Now to be clear, there is nothing wrong with cranberries. They are tasty and contain healthful antioxidants and nutrients. But it’s no UTI cure.

What you need to know about UTIs:

UTIs are uncomfortable to discuss, and even more uncomfortable to get. UTIs occur when bacteria infect the urinary tract. Symptoms include feeling the need to urinate despite having an empty bladder, pain or burning while peeing, frequent urination, low fever and cloudy or bloody urine. The body can sometimes flush out an infection on its own, but an infection may cause discomfort and could spread to the kidneys, becoming serious.

Both sexes can get UTIs, but they are far more common in women. Older adults are especially at risk of infection, with UTIs being the most frequently diagnosed infection in long-term care residents.

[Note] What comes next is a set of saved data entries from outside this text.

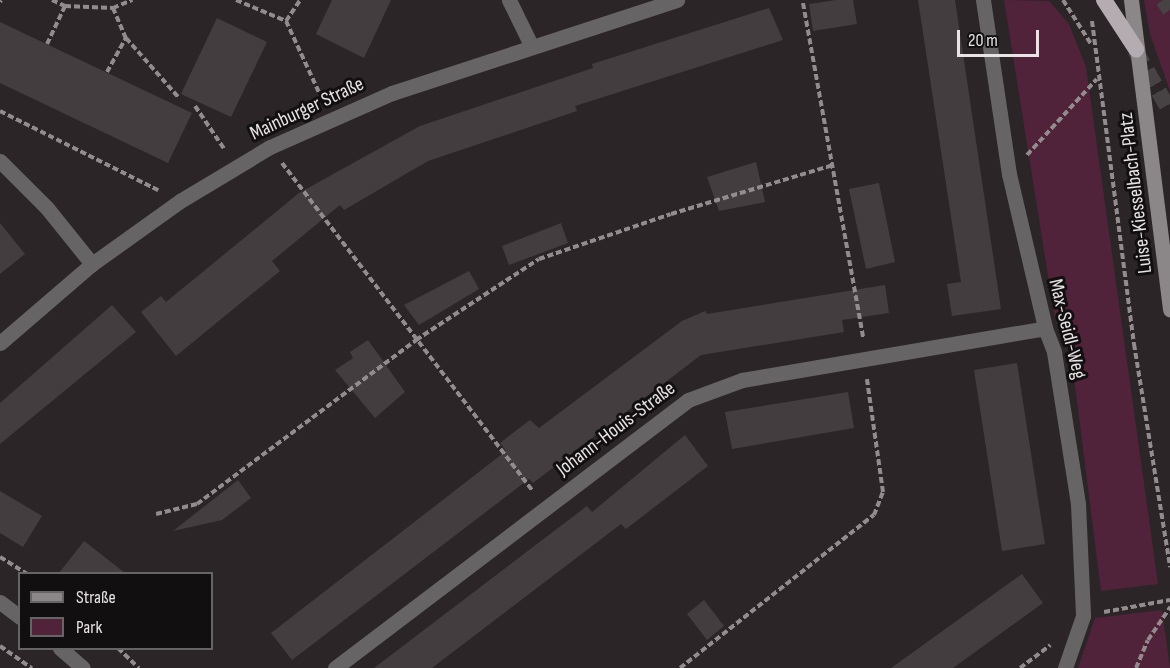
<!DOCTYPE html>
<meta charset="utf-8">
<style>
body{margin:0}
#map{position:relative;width:1170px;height:668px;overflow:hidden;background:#2b2527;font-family:"Sofia Sans Condensed",sans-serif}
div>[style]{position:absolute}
.green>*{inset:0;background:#51233a}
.building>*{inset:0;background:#443d40}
.trunk-tunnel>*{height:16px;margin-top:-8px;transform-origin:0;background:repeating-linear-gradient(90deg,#474244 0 16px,transparent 0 24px)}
.path>*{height:4px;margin-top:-2px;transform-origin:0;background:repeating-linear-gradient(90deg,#928c8e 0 6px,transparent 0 9px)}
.minor>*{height:15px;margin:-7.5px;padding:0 7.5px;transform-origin:7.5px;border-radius:7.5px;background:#676465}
.secondary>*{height:15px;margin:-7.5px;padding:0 7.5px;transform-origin:7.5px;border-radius:7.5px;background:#8b8688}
.trunk>*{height:16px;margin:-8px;padding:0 8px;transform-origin:8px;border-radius:8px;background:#b4acb0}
span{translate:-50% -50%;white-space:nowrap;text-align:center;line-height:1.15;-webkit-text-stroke:6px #110f10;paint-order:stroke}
.street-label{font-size:20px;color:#e8e3e5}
.legend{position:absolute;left:18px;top:572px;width:195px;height:78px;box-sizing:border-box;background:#110f10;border:2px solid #676465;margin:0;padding:8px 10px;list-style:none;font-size:18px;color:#e8e3e5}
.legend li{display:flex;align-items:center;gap:12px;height:30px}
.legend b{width:30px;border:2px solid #676465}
.scale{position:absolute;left:957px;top:30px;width:82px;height:27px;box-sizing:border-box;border:3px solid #e8e3e5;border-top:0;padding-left:8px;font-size:18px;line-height:21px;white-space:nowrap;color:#e8e3e5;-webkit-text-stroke:4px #110f10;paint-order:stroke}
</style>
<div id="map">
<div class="green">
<i style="clip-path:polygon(1004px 0,1049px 1px,1069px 24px,1086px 67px,1158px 584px,1101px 591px,1070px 345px,1064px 328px,1055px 319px)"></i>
<i style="clip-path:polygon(1144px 0,1170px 0,1170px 91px,1150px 34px)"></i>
<i style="clip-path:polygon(1162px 610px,1170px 668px,1078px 668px,1095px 618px)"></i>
</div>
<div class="building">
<i style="clip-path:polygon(332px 0,391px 0,364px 58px,316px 34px)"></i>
<i style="clip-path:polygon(836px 0,853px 0,857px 24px,813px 31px,809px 4px)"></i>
<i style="clip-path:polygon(918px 0,955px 0,1001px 309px,952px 316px,947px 284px,961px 282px)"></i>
<i style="clip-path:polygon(769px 8px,783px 40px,575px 106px,577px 111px,428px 161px,344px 210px,340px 205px,272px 261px,280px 271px,176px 356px,141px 312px,161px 296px,166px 302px,299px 193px,420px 126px,593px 68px,592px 64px)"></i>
<i style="clip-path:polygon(217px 18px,267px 42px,231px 117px,181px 94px)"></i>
<i style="clip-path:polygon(0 22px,192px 113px,168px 163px,0 83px)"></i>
<i style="clip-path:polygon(756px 162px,765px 202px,719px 211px,707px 177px)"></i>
<i style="clip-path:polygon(879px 183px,895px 262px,866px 269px,849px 189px)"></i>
<i style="clip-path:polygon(0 223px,25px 254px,0 274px)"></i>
<i style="clip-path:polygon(561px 223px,568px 243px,509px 265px,502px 246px)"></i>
<i style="clip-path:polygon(469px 271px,479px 289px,419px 325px,404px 305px)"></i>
<i style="clip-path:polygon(885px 285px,889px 313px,842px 320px,844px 332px,701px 355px,533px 483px,529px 479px,292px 660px,271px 633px,506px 451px,500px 443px,530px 420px,539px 428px,682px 321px,705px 311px,707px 314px)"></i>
<i style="clip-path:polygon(112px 305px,136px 332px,0 444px,0 403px)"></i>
<i style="clip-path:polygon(368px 340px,405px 392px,375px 418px,335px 370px,353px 358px,350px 352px)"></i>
<i style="clip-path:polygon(1017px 363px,1045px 544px,1002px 551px,974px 370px)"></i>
<i style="clip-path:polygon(848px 392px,854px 428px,732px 449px,725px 412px)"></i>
<i style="clip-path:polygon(685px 435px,708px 466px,626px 529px,621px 524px,432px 668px,374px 668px,587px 506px,592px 512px)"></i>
<i style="clip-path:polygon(238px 480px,251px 498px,222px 520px,173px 531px)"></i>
<i style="clip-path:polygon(0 491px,42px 516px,23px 547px,0 533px)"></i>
<i style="clip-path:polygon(84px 541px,125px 573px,59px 573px)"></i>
<i style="clip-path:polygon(1022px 574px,1043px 603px,953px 668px,891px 668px)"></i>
<i style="clip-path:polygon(704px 600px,724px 626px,707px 640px,687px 614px)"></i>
</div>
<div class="trunk-tunnel">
<i style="left:1163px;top:0;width:12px;rotate:55deg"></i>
<i style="left:1135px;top:50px;width:70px;rotate:60.2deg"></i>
</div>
<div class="path">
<i style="left:52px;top:0;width:14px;rotate:25deg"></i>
<i style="left:65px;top:6px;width:48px;rotate:2.4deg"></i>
<i style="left:113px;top:8px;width:21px;rotate:-23deg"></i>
<i style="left:236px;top:0;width:54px;rotate:22.8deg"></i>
<i style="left:286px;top:21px;width:88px;rotate:65.2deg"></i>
<i style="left:1063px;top:0;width:52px;rotate:57.5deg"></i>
<i style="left:0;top:2px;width:2px;rotate:-63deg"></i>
<i style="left:803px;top:3px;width:340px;rotate:79.8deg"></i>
<i style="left:113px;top:8px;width:33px;rotate:67deg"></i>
<i style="left:126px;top:38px;width:80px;rotate:48.5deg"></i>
<i style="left:286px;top:21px;width:25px;rotate:-56deg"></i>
<i style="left:1092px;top:21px;width:326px;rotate:82.6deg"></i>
<i style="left:1134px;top:344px;width:226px;rotate:80.8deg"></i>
<i style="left:47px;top:44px;width:42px;rotate:-64.7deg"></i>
<i style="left:107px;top:72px;width:39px;rotate:-61deg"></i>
<i style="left:195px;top:106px;width:53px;rotate:55.7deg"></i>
<i style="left:0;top:111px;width:177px;rotate:26.6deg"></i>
<i style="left:1027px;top:155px;width:103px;rotate:-47.4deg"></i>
<i style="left:282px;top:163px;width:413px;rotate:52.6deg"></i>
<i style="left:156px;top:514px;width:42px;rotate:-13.7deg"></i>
<i style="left:197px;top:504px;width:274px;rotate:-36.8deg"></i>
<i style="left:416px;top:340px;width:147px;rotate:-33.4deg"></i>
<i style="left:539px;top:259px;width:139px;rotate:-18.8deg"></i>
<i style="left:671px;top:214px;width:169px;rotate:-16.8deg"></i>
<i style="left:0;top:557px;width:32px;rotate:32deg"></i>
<i style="left:1104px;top:612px;width:67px;rotate:-10.3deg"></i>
<i style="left:0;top:646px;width:39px;rotate:35deg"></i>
<i style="left:118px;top:648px;width:29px;rotate:44deg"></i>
<i style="left:680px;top:668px;width:247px;rotate:-38.3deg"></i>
<i style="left:874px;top:515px;width:25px;rotate:-69deg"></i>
<i style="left:883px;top:492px;width:114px;rotate:-98.1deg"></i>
<i style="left:1020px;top:668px;width:38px;rotate:-37deg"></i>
<i style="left:1136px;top:668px;width:30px;rotate:-67deg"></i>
<i style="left:1148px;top:640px;width:40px;rotate:-56deg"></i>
</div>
<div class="minor">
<i style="left:509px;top:0;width:52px;rotate:63.9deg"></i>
<i style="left:983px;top:0;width:176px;rotate:81.5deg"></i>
<i style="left:1009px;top:174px;width:158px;rotate:76.8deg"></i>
<i style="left:1045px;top:328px;width:26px;rotate:69deg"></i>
<i style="left:1054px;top:352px;width:154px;rotate:81deg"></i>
<i style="left:1078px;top:504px;width:112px;rotate:87.4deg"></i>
<i style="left:1083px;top:616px;width:55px;rotate:109.1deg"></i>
<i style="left:0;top:161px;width:66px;rotate:45deg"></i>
<i style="left:47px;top:208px;width:72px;rotate:51.2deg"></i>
<i style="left:0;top:343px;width:121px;rotate:-40.7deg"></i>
<i style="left:92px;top:264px;width:108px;rotate:-35.6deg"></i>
<i style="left:180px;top:201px;width:105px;rotate:-31deg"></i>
<i style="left:270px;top:147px;width:133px;rotate:-23.9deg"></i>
<i style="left:392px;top:93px;width:300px;rotate:-18.1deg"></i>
<i style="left:0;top:602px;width:25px;rotate:37deg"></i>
<i style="left:60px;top:648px;width:30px;rotate:41deg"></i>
<i style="left:335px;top:668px;width:443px;rotate:-37.2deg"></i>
<i style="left:688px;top:400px;width:58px;rotate:-20.3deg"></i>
<i style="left:742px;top:380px;width:307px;rotate:-9.7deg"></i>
</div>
<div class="secondary">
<i style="left:1131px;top:0;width:312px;rotate:82.8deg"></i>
</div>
<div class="trunk">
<i style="left:1104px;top:0;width:59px;rotate:56.9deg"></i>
</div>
<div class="street-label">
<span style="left:307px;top:109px;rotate:-25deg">Mainburger Straße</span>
<span style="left:1136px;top:193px;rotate:-97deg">Luise-Kiesselbach-Platz</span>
<span style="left:1067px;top:329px;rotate:76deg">Max-Seidl-Weg</span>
<span style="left:616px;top:429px;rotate:-37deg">Johann-Houis-Straße</span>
</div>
<ul class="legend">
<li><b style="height:8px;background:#8b8688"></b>Straße</li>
<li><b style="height:16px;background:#51233a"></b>Park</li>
</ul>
<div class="scale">20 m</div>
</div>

What works and what doesn’t, for treating UTIs:

To treat infections, doctors usually prescribe antibiotics. Some providers advise taking a non-prescription medication for the discomfort.

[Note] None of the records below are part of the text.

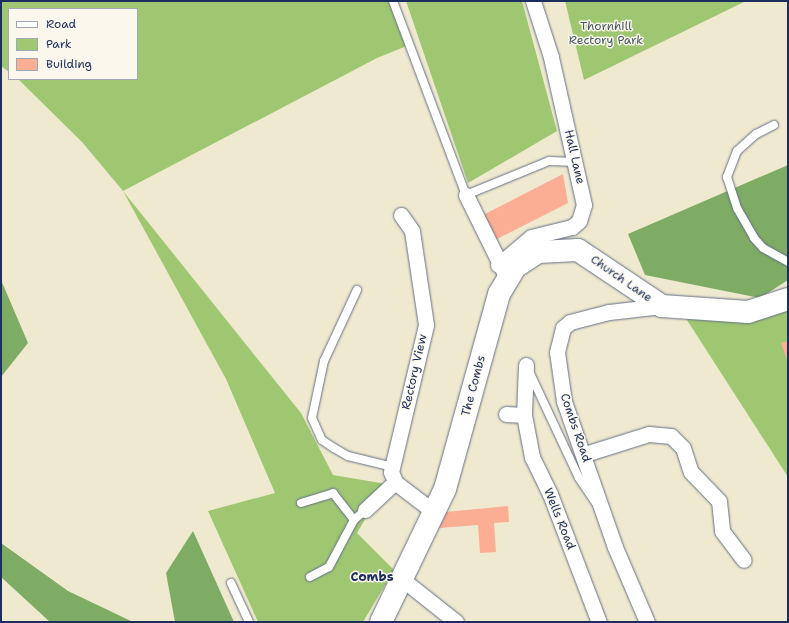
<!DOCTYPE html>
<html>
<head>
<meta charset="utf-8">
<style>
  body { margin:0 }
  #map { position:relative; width:789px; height:623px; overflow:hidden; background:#efe9cf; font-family:"Shantell Sans",sans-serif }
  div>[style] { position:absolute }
  .green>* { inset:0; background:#9fc772 }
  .forest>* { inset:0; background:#7fac64 }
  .building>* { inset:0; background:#fcae95 }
  .roads { filter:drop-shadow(0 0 1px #657086) drop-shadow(0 0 1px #657086) }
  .lane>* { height:8px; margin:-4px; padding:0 4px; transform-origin:4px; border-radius:4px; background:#fff }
  .street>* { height:15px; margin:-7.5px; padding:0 7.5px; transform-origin:7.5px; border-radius:7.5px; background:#fff }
  .secondary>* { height:22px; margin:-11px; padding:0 11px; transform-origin:11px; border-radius:11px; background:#fff }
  span { translate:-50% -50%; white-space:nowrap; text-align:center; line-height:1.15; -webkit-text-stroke:3px #fbf7ec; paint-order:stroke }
  .park-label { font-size:12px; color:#435d64 }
  .street-label { font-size:12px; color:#1b2f5e }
  .neighbourhood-label { font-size:13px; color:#1b2f5e; font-weight:700 }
  .frame { position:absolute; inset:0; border:2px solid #1b2f5e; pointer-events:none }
  .legend { position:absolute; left:8px; top:8px; width:130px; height:72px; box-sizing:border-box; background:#fbf7ec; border:1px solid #a1a7b3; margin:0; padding:5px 7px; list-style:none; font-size:12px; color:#1b2f5e }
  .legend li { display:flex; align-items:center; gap:8px; height:20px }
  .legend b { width:20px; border:1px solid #a1a7b3 }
</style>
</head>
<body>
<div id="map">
  <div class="green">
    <div style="clip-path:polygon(1px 1px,393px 1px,409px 45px,377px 58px,123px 191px,301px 413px,333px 475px,386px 484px,357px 533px,394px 570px,363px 622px,258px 622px,208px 511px,275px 493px,226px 379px,123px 191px,82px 142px,18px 79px,137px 79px,137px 9px,9px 9px,9px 72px,1px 66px)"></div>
    <div style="clip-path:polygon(406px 1px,522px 1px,557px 131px,468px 183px)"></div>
    <div style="clip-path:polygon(565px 1px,746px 1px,584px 80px)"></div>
    <div style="clip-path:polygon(788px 307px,788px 477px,685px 317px)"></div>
  </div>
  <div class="forest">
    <div style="clip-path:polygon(788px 165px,788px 280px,760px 298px,645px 275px,628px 234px)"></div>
    <div style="clip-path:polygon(1px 280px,28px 343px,1px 377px)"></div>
    <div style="clip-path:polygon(193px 531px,234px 622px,175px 622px,166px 573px)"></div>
    <div style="clip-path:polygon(1px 543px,68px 591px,133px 622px,50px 622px,1px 577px)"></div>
  </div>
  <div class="building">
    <div style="clip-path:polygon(563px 174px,568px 203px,493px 241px,481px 216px)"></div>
    <div style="clip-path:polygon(788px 341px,788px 363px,781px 343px)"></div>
    <div style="clip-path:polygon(508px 506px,509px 522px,494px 523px,496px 552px,480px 553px,478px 525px,439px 528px,446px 512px)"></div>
  </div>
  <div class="roads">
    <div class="lane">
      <div style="left:393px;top:1px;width:207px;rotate:69.4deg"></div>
      <div style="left:466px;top:195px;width:90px;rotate:-22.3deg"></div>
      <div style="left:549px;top:161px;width:27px;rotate:2deg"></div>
      <div style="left:774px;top:125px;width:20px;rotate:153deg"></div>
      <div style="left:756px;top:134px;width:25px;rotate:138deg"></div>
      <div style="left:737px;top:151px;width:28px;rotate:111deg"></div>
      <div style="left:727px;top:177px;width:33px;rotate:72deg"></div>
      <div style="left:737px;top:208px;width:34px;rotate:60deg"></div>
      <div style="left:754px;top:238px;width:13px;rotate:48deg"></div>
      <div style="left:763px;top:248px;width:29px;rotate:29deg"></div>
      <div style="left:357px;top:290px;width:78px;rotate:114.9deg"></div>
      <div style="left:324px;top:361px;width:58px;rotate:101.9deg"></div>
      <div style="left:312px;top:418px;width:24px;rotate:66deg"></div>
      <div style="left:322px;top:440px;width:14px;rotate:34deg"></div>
      <div style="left:334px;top:448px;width:16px;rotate:30deg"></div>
      <div style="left:348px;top:456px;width:46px;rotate:13.7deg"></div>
      <div style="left:527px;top:367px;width:123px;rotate:64.9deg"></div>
      <div style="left:579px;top:478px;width:29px;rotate:56deg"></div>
      <div style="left:301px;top:503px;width:34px;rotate:-17deg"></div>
      <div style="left:333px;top:493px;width:34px;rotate:52deg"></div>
      <div style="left:310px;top:577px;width:21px;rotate:-28deg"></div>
      <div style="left:329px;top:567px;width:53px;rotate:-62deg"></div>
      <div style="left:354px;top:520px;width:15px;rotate:-42deg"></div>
      <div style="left:231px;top:583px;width:43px;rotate:65.2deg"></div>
    </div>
    <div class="street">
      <div style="left:466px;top:195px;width:86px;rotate:63.7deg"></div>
      <div style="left:401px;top:215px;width:19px;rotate:55deg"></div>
      <div style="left:412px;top:231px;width:95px;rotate:81.5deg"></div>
      <div style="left:426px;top:325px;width:151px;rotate:103.4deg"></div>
      <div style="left:391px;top:472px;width:12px;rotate:66deg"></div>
      <div style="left:396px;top:483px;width:48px;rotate:37.3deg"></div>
      <div style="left:498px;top:265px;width:43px;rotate:-40.3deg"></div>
      <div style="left:531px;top:237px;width:42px;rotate:-13.7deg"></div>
      <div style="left:572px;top:227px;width:9px;rotate:-41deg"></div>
      <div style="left:579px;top:221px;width:17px;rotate:-73deg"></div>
      <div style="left:584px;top:205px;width:152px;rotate:-102.6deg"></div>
      <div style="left:551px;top:57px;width:59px;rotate:-107.8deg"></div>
      <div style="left:526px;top:365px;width:50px;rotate:92.3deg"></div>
      <div style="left:524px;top:415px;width:43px;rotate:79.2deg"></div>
      <div style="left:532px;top:457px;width:41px;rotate:64.1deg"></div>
      <div style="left:550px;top:494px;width:137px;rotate:69.1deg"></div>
      <div style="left:506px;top:414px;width:18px;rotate:3deg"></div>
      <div style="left:585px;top:454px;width:67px;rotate:-17.4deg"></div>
      <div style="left:649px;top:434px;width:22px;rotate:5deg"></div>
      <div style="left:671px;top:436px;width:17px;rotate:45deg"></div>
      <div style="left:683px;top:448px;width:25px;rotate:72deg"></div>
      <div style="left:691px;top:472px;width:40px;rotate:46deg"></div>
      <div style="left:719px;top:501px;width:30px;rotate:84deg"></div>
      <div style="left:722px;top:531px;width:36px;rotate:53deg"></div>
      <div style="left:365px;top:510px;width:41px;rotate:-43deg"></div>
      <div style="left:402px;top:579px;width:69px;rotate:38.5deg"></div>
      <div style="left:647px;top:622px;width:82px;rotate:-113.1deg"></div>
      <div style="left:615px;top:547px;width:155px;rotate:-109.3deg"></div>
      <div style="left:564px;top:401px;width:49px;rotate:-98.1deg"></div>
      <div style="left:557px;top:352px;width:25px;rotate:-76deg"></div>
      <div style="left:563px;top:328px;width:9px;rotate:-41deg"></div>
      <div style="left:570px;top:322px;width:40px;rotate:-14.4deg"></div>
      <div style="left:609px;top:312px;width:53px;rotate:-6.5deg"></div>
    </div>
    <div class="secondary">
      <div style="left:381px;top:622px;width:148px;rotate:-64.3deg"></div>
      <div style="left:445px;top:489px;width:202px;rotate:-74.5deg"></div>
      <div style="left:499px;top:294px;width:31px;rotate:-59deg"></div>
      <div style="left:515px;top:267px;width:27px;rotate:-33deg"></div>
      <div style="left:538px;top:252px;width:40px;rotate:-2.9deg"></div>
      <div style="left:578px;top:250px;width:101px;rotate:33.7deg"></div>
      <div style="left:662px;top:306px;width:86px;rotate:4deg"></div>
      <div style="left:748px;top:312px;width:42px;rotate:-18deg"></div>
    </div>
  </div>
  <div class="park-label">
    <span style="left:606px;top:34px">Thornhill<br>Rectory Park</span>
  </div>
  <div class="street-label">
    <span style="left:574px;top:157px;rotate:77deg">Hall Lane</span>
    <span style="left:621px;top:279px;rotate:35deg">Church Lane</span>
    <span style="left:415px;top:372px;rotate:-77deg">Rectory View</span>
    <span style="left:474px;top:386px;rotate:-75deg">The Combs</span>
    <span style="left:575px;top:428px;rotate:71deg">Combs Road</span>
    <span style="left:559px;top:519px;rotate:68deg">Wells Road</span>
  </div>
  <div class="neighbourhood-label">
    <span style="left:372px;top:577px">Combs</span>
  </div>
  <div class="frame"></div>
  <ul class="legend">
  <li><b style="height:5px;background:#fff"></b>Road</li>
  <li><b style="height:11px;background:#9fc772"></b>Park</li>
  <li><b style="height:11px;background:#fcae95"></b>Building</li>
  </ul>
</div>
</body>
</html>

The best thing that you can do if you suspect a UTI is to talk to your doctor and devise a treatment plan together. Your doctor will not tell you to chug cranberry juice or buy cranberry products.

Not only will cranberry not help with a UTI infection, it can also pose a risk for people taking blood-thinners, as cranberry can interact with the medication.

I offer my patients these tips on how to prevent UTIs:
• Drink more water and other liquids may help.
• When you urinate, take time to empty your bladder as much as possible.
• Practice good hygiene.

In some cases, I recommend a non-antibiotic treatment for women, estriol vaginal cream, which when prescribed appropriately, can help prevent bacteriuria and recurrent UTI in menopausal patients.

Above all, talk to your doctor if you think you may have a UTI or if you get frequent UTIs.

To recap: When it comes to cranberry, its place is as a tasty dish, not a remedy for UTIs.

Dr. Adrianne Wesol, MD, is a specialist in obstetrics and gynecology for Kaiser Permanente, which has offices in Federal Way. She is also the Capitol Hill Ambulatory Surgery Center chief.